Seven Sunshine Tour players take to the fairways of PGA Catalunya Resort on Sunday for the Final Qualifying Stage of the European Tour, and they face six of the toughest and most mentally draining rounds of their lives.
Keith Horne, Anton Haig and Tjaart van der Walt will be attempting to regain status they once enjoyed on the tour, while Jaco Ahlers (right), Oliver Bekker, Doug McGuigan and Brandon Stone will look to get a career in Europe underway.
There is an eighth South African in the field, but Andrew McLardy is not a member of the Sunshine Tour, and, when he attempts to qualify for the South African Open Championship later this month, it will be his first appearance on ‘home’ soil for some time.

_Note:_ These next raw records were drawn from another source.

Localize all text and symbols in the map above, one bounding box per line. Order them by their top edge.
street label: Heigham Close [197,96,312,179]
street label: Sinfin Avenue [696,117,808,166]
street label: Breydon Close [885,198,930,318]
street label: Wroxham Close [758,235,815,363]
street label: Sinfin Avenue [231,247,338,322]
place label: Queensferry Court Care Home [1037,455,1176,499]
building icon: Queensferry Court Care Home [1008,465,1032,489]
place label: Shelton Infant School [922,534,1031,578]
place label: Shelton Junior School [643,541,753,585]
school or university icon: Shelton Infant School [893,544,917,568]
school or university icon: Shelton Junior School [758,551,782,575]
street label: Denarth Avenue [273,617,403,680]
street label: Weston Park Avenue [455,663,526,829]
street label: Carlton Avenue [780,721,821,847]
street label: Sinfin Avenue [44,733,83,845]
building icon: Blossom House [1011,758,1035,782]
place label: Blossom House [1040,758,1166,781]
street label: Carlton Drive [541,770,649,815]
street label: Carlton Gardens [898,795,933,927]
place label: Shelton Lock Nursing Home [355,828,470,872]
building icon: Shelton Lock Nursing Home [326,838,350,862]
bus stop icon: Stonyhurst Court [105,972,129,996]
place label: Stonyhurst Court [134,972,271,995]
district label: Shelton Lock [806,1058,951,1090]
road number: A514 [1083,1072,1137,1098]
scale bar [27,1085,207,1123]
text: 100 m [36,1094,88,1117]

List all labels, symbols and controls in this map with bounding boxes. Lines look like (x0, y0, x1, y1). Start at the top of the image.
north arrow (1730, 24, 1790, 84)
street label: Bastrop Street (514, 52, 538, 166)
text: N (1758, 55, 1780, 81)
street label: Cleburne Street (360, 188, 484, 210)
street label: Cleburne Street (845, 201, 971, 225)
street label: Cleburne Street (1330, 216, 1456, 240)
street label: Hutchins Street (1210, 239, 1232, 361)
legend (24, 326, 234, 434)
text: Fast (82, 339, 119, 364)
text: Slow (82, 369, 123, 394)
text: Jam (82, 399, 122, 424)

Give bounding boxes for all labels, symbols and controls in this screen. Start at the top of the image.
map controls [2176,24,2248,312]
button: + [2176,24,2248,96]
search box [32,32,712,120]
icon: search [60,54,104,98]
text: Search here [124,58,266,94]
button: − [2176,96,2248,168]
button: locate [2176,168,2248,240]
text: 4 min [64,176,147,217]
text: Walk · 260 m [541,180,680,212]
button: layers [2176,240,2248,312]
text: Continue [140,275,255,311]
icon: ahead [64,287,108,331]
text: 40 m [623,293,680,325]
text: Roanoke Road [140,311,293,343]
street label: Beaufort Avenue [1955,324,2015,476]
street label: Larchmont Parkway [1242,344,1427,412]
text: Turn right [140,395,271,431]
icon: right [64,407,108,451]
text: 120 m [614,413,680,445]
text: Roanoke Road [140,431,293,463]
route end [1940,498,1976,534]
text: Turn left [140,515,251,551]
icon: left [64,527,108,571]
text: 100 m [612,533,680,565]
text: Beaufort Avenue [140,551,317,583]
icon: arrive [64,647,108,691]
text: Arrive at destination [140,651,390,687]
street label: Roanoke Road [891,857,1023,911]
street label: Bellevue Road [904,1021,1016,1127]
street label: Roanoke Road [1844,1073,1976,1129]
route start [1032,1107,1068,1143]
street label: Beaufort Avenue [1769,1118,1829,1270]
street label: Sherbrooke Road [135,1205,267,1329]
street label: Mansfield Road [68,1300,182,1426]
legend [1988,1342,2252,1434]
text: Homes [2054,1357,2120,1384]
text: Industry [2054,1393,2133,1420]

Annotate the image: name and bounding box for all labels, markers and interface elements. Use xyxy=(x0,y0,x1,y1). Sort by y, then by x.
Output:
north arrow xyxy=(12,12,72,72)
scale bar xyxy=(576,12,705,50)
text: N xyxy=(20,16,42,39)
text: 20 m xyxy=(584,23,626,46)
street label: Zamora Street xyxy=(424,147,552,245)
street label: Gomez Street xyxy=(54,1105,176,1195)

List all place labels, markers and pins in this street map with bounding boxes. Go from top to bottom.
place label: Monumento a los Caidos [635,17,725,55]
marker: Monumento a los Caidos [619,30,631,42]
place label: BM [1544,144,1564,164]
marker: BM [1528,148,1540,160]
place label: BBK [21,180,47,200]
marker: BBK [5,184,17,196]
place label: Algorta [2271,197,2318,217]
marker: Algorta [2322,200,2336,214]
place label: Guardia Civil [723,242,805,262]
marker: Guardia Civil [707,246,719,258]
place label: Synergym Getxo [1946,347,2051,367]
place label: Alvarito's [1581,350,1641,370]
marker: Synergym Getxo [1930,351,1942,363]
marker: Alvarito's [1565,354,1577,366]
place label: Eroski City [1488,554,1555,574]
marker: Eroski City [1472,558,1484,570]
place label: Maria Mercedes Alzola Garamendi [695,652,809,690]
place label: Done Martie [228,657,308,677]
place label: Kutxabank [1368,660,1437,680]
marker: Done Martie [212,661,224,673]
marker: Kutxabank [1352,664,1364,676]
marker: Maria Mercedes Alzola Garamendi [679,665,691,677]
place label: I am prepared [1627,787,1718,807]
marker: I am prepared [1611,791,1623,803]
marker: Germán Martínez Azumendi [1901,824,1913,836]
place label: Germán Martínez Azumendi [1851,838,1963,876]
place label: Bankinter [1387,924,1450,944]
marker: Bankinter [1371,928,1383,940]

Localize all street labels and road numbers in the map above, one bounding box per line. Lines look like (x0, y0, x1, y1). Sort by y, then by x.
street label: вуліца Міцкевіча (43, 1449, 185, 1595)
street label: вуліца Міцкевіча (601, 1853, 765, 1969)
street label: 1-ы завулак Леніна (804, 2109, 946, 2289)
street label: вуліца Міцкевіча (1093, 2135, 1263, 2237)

Van der Walt, Horne, Bekker and McGuigan got in to Final Qualifying Stage through their finishes on last year’s Sunshine Tour Order of Merit.
Ahlers and Stone booked their places in the final stage by virtue of their performances in last week’s Second Stage – also in Spain. They got through four rounds in those events, while Merrick Bremner, Haydn Porteous, Darryn Lloyd and Louis de Jager were not so fortunate.
It means Ahlers and Stone will have to do what they did during Second Stage – and more – for another six rounds if they are to make it onto the lucrative European circuit.
Van der Walt, Haig and Horne have sipped from that cup for some time – Haig by virtue of his win in the Johnnie Walker Classic some years ago, and Horne and Van der Walt by dint of their own consistent play over the years after initially qualifying.
So what do they need to do?
The leading 25 players (and ties) at the Final Stage will be eligible for Category 15 membership of the European Tour for the following season and Category 5 of the Challenge Tour.
Players who make the cut but finish below 25th place will be eligible for Category 20 membership of the European Tour and Category 9 membership of the Challenge Tour for the following season.
Players who miss the cut at the Final Stage will be eligible for Category 15 membership of the Challenge Tour for the following season.
And for the top 25, that’s a great start to a year: The average minimum number of opportunities for Tour School graduates over the past 10 seasons is 18 tournaments.